Mining your Tableau logs with Apache Drill

Tamas Foldi
Aug 23, 2019 · 7 min read
Image for post
Image for post

Tableau Server and Desktop logs each and every action you perform. The log data is a gold mine for people eager to understand what is happening under the hood and why. However, there is no easy way to query multiple log files and filter for the relevant information only. Tools like LogShark require Windows installation and complex infrastructure and they are not even real-time. Using command line magic to parse logs (they’re in JSON format) with tools like jq isn’t really convenient as the different entries are distributed across multiple log files. So how are professionals are doing this? Let me explain.

Tableau Log file format

Exciting things are stored in Tableau’s JSON-based logging format, called native logs. Desktop, Server, Prep, and its processes dealing with data or visualizations use this format. A typical log line looks like:

With the tool jq we can quickly visualize this structure in a more human-readable way:

As we can see, all log entries are JSON objects separated by new lines. All entries have ts (timestamp), pid (process id), tid (thread id inside the process), sev (severity), req (request identified), sess (Server vizql session or Desktop session), site (site in Server), user (user in Server) and log keys (k) and (v) values. In some circumstances, we have ctx for contextual information (like who called a specific service) and a for “ART Logging” which logs CPU and memory counters. These last two examples deserve a separate post, so I’ll focus on the basic JSON format.

For us, keys and values hold the information we need: what type of operation (key) produced what log message (value). The log message itself is also a nested JSON object; different keys provide different value objects in various structures.

Both Tableau Server and Desktop store information in multiple files, adding complexity. Multiple Desktop instances use multiple log files like log.txt and log_1.txt.Hyper logs its operations to hyper logs and yes, to multiple files. Complexity increases when we want to see the specific hyper log entries for a specific Desktop or Server session. We need to switch between multiple logs quickly without ingesting them in real-time into additional databases like Splunk or Logstash.

Apache Drill — SQL for everything

Drill is a “Schema-free SQL Query Engine for Hadoop, NoSQL, and Cloud Storage” and SQL engine that allows us to SQL query everything, loosely defined JSON structures in particular. Its installation is fairly easy on every operating system as it is written in pure java. Let’s see how can we use it on Tableau Desktop and Server.

Apache Drill on OSX

The installation is straightforward, we just need homebrew to install drill:

We just need to start the standalone version:

First, we need to tell Drill where the logfiles are.

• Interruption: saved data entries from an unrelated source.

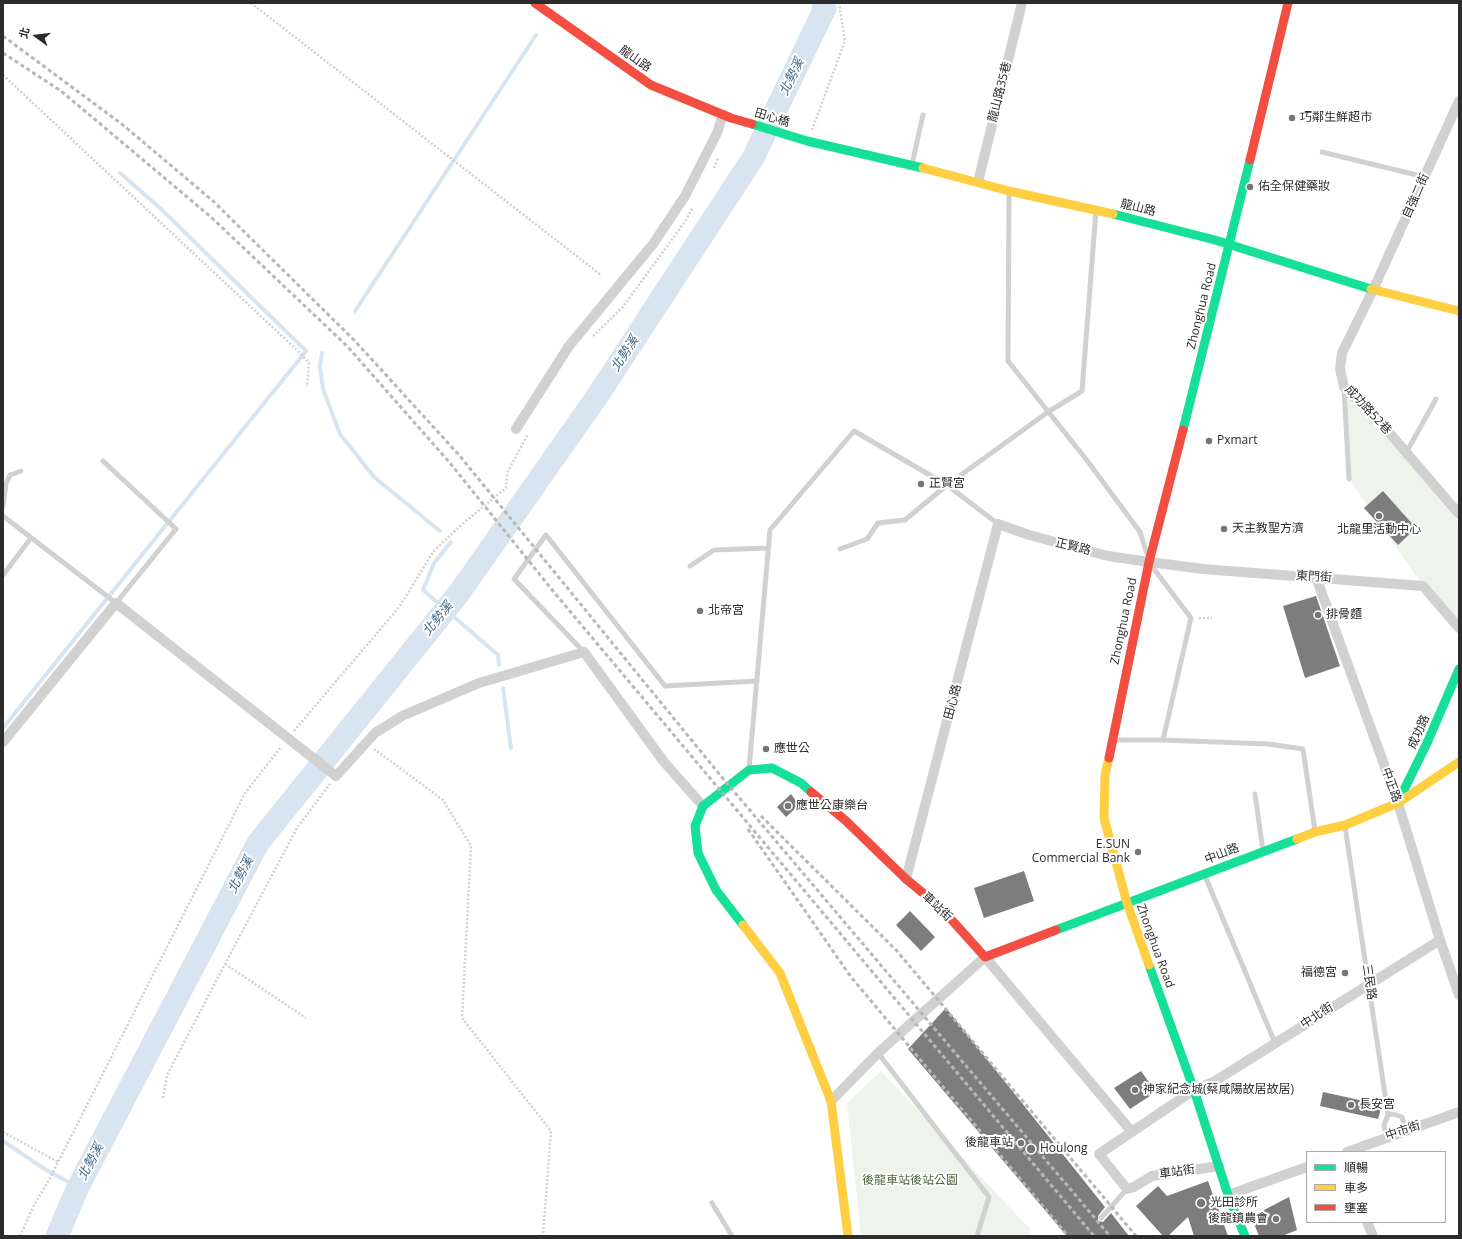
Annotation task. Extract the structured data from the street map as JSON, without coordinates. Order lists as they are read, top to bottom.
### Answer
{
  "streets": {
    "street": [
      "龍山路",
      "龍山路35巷",
      "田心橋",
      "自強二街",
      "Zhonghua Road",
      "成功路52巷",
      "正賢路",
      "東門街",
      "田心路",
      "成功路",
      "中正路",
      "中山路",
      "車站街",
      "中北街",
      "中市街"
    ],
    "lane": ["三民路"]
  },
  "crossings": [
    ["龍山路", "龍山路35巷"],
    ["龍山路", "田心橋"],
    ["龍山路", "自強二街"],
    ["龍山路", "Zhonghua Road"],
    ["龍山路", "成功路52巷"],
    ["自強二街", "成功路52巷"],
    ["Zhonghua Road", "正賢路"],
    ["Zhonghua Road", "東門街"],
    ["Zhonghua Road", "中山路"],
    ["Zhonghua Road", "車站街"],
    ["Zhonghua Road", "中北街"],
    ["正賢路", "東門街"],
    ["正賢路", "田心路"],
    ["東門街", "中正路"],
    ["田心路", "車站街"],
    ["成功路", "中正路"],
    ["成功路", "中山路"],
    ["中正路", "中山路"],
    ["中正路", "中北街"],
    ["中山路", "車站街"],
    ["中山路", "三民路"],
    ["三民路", "中北街"],
    ["三民路", "中市街"]
  ],
  "water": ["北勢溪"],
  "parks": ["後龍車站後站公園"],
  "places": [
    "巧鄰生鮮超市",
    "佑全保健藥妝",
    "Pxmart",
    "正賢宮",
    "北龍里活動中心",
    "天主教聖方濟",
    "北帝宮",
    "排骨麵",
    "應世公",
    "應世公康樂台",
    "E.SUN Commercial Bank",
    "福德宮",
    "神家紀念城(蔡咸陽故居故居)",
    "長安宮",
    "後龍車站",
    "Houlong",
    "光田診所",
    "後龍鎮農會"
  ],
  "legend": ["順暢", "車多", "壅塞"],
  "north": "left"
}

Drill comes with a configuration UI by default. We can graphically set the storage configuration from there.

  1. Navigate to http://localhost:8047/storage
  2. Click on DFS’s “UPDATE” button
  3. Add the following section to the configuration JSON object:
Image for post
Image for post
This how it should look like after adding Tableau Desktop’s Log directory as “tableau” workspace.

We should also set two system settings at http://localhost:8047/options as well:

Enable union type will allow Drill to dynamically change data type for the v column while disabling number conversions speed things up. Finally, let’s try it:

Image for post
Image for post
Executing our first query on the log.txt flawlessly.

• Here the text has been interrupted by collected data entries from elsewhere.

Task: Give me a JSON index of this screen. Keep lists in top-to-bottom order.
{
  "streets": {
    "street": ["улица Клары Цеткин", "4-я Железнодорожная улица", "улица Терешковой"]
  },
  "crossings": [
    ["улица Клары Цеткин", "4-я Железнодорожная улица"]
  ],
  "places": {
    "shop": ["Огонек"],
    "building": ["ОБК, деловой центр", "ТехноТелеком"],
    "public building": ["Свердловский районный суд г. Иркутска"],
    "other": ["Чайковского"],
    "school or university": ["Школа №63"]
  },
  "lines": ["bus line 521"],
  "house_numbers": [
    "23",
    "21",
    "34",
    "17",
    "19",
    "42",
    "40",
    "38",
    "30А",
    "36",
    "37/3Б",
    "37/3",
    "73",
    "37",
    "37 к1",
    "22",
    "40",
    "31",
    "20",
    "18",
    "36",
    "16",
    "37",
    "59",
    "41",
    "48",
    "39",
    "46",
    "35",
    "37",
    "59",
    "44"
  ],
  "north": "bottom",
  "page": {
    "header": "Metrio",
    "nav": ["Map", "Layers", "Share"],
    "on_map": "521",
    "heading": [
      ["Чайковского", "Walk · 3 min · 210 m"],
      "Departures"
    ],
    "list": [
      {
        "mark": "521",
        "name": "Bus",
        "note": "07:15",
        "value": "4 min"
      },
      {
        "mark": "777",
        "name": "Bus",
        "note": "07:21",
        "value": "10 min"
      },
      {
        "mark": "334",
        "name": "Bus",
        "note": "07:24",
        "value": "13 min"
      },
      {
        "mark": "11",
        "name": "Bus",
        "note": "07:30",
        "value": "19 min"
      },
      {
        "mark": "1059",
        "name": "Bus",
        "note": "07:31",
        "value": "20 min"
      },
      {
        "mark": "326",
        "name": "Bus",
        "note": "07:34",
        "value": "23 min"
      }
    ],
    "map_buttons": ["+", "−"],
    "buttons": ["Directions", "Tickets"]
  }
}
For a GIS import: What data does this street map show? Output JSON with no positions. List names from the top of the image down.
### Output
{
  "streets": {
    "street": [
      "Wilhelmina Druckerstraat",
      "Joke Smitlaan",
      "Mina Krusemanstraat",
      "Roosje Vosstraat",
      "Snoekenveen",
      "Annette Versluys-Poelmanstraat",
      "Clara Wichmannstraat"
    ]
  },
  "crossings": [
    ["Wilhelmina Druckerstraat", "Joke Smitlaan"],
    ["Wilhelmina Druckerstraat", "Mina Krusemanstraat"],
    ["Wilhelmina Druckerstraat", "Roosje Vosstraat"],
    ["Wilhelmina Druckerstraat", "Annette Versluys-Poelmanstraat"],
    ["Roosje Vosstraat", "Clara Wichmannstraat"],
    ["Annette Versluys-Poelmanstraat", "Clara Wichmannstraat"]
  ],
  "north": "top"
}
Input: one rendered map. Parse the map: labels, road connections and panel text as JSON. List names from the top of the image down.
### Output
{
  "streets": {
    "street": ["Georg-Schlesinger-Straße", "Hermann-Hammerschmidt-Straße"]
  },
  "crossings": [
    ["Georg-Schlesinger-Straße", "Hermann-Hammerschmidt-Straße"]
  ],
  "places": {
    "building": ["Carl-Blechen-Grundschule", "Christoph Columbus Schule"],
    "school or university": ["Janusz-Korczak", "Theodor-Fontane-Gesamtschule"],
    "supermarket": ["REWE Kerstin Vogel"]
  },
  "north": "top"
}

We can also go inside the v JSON object and directly query its attributes. Also, selecting records from multiple files is easy. Here, we select the ten longest-running queries using tabprotocol.

Now comes the fun part. I want to see all tabproto logs related to that to one of my bigquery session:

Image for post
Image for post
Drill from vizql logs to tabproto by process id and protocol id

Without ingesting anything, defining a schema or any hard work, we were able to drill from one log file to another, by using protocol id and Desktop process id. Anyone who has spent time with Tableau log forensics will appreciate this method.

Tableau Server and Drill

Things get serious when performing the same exercise on Tableau Server; more processes, more directories, and obviously more logs.

First, download the Drill package from https://drill.apache.org/download/ and make sure you have JDK installed on the server.

This time, instead of using the UI to add a storage configuration we will register our own plugin as tableau in conf/storage-plugins-override.conf.

Don’t forget to set up union and all text mode in conf/drill-override.conf :

We are ready with the configuration. After starting the Drill shell, we can immediately switch to this new workspace:

How about reading some vizql logs? Works like a charm.

Image for post
Image for post
We can query every Tableau Server logs — no ingestion required, everything is in real-time

Let’s check it, like which Dashboard open event required the most CPU resource?

First, we should find the k value for end bootstrap (boostrap is vizql command for opening a visualization):

Please note how easy it is to aggregate values inside logs — again, without loading it to any kind of database. Now select the top CPU usage across sessions:

Well, it seems my top workbooks require about 1300ms user CPU time. But what are these sessions? Yes, you can simply select for this vizql_session_id in the logs and see what exactly happened, what were the most CPU intensive steps in rendering:

From here, we can make assumptions like we have tons of data queries and zones to render.

Tableau Server Cluster with Distributed Drill Service

Well, this deserves a different post but here is the short version. Drill has a distributed service called Drillbit that can run queries across multiple nodes, slurping logfiles from all the workers. It does not require anything other than drill and zookeeper. Usually, I use Tableau’s own zookeeper as a coordination service for Drill.

Summary

Using SQL to traverse between logs and parse nested JSONs is just simply cool. With tools like Apache Drill or Dremio and small overhead, administrators and developers can easily dig into the Tableau Logs — on their Desktop and on their Servers.

If you have any questions or comments, or interested in Tableau Server forensics or performance optimization, just drop a line.

Starschema Blog

Data contains intelligence that can change the world — we…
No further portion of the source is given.